* **THE TASK**
Only the lines from the top of the data through the line containing "position:absolute; width:77px; margin:-38px;" should be duplicated, exactly as they appear.
::: RAW DATA
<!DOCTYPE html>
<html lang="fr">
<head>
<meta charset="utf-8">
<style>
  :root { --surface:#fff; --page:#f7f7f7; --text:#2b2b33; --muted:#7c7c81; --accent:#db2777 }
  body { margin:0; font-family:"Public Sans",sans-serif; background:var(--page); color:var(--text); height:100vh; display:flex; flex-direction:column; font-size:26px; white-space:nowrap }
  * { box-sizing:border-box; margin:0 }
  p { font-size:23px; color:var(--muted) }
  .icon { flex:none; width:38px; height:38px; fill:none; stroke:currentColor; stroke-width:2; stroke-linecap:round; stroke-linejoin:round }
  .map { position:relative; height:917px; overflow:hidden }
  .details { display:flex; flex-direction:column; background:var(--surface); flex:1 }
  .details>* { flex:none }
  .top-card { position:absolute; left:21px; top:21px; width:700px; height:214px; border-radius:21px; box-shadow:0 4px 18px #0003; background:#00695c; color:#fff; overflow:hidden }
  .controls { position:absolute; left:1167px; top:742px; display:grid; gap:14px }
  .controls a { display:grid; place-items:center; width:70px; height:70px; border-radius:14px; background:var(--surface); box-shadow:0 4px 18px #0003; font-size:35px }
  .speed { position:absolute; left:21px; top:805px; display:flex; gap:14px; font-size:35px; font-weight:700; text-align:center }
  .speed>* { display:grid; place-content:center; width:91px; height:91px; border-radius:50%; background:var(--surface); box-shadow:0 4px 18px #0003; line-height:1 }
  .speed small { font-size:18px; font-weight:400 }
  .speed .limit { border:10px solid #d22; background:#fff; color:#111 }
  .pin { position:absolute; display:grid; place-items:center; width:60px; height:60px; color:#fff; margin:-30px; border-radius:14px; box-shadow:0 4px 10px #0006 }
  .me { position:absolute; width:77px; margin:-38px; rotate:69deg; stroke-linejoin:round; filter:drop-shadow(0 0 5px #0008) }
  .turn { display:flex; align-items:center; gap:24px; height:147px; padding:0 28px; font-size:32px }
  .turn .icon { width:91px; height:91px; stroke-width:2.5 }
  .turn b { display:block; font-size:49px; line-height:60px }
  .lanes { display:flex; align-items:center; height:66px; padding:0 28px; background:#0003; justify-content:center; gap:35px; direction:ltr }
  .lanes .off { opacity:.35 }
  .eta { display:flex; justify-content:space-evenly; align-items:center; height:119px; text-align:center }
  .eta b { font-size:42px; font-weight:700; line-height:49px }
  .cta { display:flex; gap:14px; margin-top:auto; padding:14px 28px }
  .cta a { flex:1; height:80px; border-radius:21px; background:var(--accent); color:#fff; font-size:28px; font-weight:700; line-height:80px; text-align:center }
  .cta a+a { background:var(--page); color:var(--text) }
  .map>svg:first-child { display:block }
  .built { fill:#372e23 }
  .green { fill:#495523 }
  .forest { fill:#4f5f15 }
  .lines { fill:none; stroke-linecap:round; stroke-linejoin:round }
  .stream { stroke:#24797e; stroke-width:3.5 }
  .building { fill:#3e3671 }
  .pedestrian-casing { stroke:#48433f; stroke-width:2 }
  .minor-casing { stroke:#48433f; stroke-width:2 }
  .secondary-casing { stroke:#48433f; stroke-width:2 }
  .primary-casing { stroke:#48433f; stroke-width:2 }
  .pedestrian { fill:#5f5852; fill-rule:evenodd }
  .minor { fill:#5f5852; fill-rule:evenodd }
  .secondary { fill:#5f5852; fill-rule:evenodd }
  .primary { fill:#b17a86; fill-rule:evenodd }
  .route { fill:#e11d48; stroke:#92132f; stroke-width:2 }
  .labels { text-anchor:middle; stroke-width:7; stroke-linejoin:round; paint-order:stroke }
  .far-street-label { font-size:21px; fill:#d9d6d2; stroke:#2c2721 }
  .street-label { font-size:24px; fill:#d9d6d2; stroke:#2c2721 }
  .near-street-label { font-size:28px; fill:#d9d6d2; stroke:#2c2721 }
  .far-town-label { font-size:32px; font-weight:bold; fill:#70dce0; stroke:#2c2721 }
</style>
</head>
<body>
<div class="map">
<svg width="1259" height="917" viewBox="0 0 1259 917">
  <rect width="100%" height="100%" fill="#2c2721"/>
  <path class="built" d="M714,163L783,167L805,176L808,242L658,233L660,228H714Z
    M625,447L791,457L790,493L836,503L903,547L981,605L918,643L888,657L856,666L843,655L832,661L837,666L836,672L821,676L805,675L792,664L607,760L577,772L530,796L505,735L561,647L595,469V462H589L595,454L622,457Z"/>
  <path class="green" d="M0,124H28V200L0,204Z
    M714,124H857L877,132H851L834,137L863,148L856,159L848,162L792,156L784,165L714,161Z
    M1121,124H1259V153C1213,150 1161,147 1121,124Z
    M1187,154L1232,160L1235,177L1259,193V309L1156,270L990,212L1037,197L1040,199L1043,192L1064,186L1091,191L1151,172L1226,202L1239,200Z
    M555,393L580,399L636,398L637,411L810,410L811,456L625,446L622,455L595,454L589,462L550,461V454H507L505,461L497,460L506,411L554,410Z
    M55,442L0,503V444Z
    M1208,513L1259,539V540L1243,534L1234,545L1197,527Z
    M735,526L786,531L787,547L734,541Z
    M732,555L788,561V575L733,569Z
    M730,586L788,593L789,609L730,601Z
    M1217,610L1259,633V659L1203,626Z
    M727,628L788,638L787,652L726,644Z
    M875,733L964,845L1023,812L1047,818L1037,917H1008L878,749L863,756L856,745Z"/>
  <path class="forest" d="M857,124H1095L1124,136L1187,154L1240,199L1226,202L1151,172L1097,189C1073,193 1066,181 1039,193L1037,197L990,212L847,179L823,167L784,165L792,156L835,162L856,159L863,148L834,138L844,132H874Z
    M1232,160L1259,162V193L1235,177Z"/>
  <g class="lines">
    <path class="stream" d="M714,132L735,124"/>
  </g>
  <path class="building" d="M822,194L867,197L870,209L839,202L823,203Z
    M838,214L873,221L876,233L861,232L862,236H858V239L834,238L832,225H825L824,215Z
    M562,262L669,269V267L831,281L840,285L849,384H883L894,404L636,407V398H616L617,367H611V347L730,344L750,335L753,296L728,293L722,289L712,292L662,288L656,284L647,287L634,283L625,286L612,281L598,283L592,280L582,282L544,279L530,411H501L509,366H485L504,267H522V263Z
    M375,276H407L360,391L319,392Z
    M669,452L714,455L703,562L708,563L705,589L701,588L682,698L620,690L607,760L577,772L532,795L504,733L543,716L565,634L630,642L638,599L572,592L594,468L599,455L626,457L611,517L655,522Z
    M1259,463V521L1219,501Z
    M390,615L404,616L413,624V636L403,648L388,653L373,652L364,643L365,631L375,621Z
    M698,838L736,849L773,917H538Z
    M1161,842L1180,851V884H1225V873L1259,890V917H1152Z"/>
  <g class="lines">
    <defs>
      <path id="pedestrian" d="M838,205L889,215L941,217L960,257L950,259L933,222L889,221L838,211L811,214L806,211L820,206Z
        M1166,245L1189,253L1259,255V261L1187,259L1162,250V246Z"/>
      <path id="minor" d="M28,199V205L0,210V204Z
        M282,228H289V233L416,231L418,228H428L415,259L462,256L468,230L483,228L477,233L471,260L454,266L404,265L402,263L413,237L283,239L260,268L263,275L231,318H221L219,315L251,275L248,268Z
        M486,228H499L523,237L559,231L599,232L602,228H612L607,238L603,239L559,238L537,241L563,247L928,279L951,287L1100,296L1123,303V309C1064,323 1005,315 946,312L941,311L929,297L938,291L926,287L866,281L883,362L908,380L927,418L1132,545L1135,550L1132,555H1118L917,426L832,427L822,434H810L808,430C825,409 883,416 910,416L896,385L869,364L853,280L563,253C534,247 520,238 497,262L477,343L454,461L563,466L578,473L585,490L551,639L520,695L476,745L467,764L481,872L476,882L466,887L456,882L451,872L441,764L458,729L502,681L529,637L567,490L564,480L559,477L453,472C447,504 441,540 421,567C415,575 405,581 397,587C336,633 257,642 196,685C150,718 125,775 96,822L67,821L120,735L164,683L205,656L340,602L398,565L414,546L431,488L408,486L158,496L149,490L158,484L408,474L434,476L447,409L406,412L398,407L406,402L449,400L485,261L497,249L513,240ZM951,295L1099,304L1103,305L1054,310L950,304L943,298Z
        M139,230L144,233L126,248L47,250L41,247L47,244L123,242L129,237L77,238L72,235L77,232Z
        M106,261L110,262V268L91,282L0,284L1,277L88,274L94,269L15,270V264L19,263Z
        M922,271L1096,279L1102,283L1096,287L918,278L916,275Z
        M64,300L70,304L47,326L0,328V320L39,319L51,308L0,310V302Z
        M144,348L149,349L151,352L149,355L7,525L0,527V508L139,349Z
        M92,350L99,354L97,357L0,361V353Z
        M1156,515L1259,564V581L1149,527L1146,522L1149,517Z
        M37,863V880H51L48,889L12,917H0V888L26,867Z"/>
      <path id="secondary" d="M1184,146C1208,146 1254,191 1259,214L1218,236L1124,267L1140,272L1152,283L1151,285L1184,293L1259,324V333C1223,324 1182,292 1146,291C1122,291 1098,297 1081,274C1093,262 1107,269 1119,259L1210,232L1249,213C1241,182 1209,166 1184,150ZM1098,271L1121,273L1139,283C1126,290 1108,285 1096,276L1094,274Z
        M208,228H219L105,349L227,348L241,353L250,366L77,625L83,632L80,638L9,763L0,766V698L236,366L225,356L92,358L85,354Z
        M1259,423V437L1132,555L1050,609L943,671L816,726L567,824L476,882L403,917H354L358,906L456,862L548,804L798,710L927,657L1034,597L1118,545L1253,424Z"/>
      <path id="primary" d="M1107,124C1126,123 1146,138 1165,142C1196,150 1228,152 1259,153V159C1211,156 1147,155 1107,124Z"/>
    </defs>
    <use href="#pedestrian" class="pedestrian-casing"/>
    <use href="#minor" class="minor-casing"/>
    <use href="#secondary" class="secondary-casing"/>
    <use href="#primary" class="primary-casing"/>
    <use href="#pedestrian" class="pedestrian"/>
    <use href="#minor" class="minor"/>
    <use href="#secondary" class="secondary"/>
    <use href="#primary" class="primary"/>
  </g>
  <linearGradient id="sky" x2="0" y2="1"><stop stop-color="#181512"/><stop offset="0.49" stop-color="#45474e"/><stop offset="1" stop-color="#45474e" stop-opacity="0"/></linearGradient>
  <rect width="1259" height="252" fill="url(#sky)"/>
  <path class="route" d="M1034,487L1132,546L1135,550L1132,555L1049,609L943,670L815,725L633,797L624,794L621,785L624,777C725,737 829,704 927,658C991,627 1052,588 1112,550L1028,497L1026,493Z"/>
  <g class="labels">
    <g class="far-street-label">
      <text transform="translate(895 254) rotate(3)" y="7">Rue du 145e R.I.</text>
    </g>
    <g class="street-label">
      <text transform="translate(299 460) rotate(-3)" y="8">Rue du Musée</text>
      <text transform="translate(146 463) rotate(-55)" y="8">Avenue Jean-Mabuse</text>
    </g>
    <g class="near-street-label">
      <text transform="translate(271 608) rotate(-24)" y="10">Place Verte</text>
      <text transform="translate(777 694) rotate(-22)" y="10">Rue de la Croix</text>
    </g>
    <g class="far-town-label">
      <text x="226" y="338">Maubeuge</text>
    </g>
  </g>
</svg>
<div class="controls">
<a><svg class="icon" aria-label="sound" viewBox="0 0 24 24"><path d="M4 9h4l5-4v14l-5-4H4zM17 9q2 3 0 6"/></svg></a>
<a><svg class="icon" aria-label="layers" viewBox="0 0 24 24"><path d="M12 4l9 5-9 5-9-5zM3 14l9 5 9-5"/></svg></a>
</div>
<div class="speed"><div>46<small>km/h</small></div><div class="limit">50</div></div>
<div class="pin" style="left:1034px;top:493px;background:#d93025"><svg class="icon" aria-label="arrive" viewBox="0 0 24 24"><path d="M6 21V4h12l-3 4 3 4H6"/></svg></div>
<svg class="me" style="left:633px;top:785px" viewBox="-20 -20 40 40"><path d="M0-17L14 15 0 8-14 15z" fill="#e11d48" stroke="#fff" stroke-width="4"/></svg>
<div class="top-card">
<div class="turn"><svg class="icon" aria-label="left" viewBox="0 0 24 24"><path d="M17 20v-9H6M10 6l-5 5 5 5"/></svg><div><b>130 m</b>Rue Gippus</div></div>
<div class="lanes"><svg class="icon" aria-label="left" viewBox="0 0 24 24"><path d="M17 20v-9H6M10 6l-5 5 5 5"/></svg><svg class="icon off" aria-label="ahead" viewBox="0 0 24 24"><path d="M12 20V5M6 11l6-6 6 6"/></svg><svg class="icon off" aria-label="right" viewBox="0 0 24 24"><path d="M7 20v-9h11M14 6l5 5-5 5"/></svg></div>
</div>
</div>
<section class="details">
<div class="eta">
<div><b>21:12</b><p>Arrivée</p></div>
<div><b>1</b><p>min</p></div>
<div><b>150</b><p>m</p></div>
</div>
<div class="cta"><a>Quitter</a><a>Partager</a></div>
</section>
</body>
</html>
::::::
* **EXERCISE RESPONSE**
<!DOCTYPE html>
<html lang="fr">
<head>
<meta charset="utf-8">
<style>
  :root { --surface:#fff; --page:#f7f7f7; --text:#2b2b33; --muted:#7c7c81; --accent:#db2777 }
  body { margin:0; font-family:"Public Sans",sans-serif; background:var(--page); color:var(--text); height:100vh; display:flex; flex-direction:column; font-size:26px; white-space:nowrap }
  * { box-sizing:border-box; margin:0 }
  p { font-size:23px; color:var(--muted) }
  .icon { flex:none; width:38px; height:38px; fill:none; stroke:currentColor; stroke-width:2; stroke-linecap:round; stroke-linejoin:round }
  .map { position:relative; height:917px; overflow:hidden }
  .details { display:flex; flex-direction:column; background:var(--surface); flex:1 }
  .details>* { flex:none }
  .top-card { position:absolute; left:21px; top:21px; width:700px; height:214px; border-radius:21px; box-shadow:0 4px 18px #0003; background:#00695c; color:#fff; overflow:hidden }
  .controls { position:absolute; left:1167px; top:742px; display:grid; gap:14px }
  .controls a { display:grid; place-items:center; width:70px; height:70px; border-radius:14px; background:var(--surface); box-shadow:0 4px 18px #0003; font-size:35px }
  .speed { position:absolute; left:21px; top:805px; display:flex; gap:14px; font-size:35px; font-weight:700; text-align:center }
  .speed>* { display:grid; place-content:center; width:91px; height:91px; border-radius:50%; background:var(--surface); box-shadow:0 4px 18px #0003; line-height:1 }
  .speed small { font-size:18px; font-weight:400 }
  .speed .limit { border:10px solid #d22; background:#fff; color:#111 }
  .pin { position:absolute; display:grid; place-items:center; width:60px; height:60px; color:#fff; margin:-30px; border-radius:14px; box-shadow:0 4px 10px #0006 }
  .me { position:absolute; width:77px; margin:-38px; rotate:69deg; stroke-linejoin:round; filter:drop-shadow(0 0 5px #0008) }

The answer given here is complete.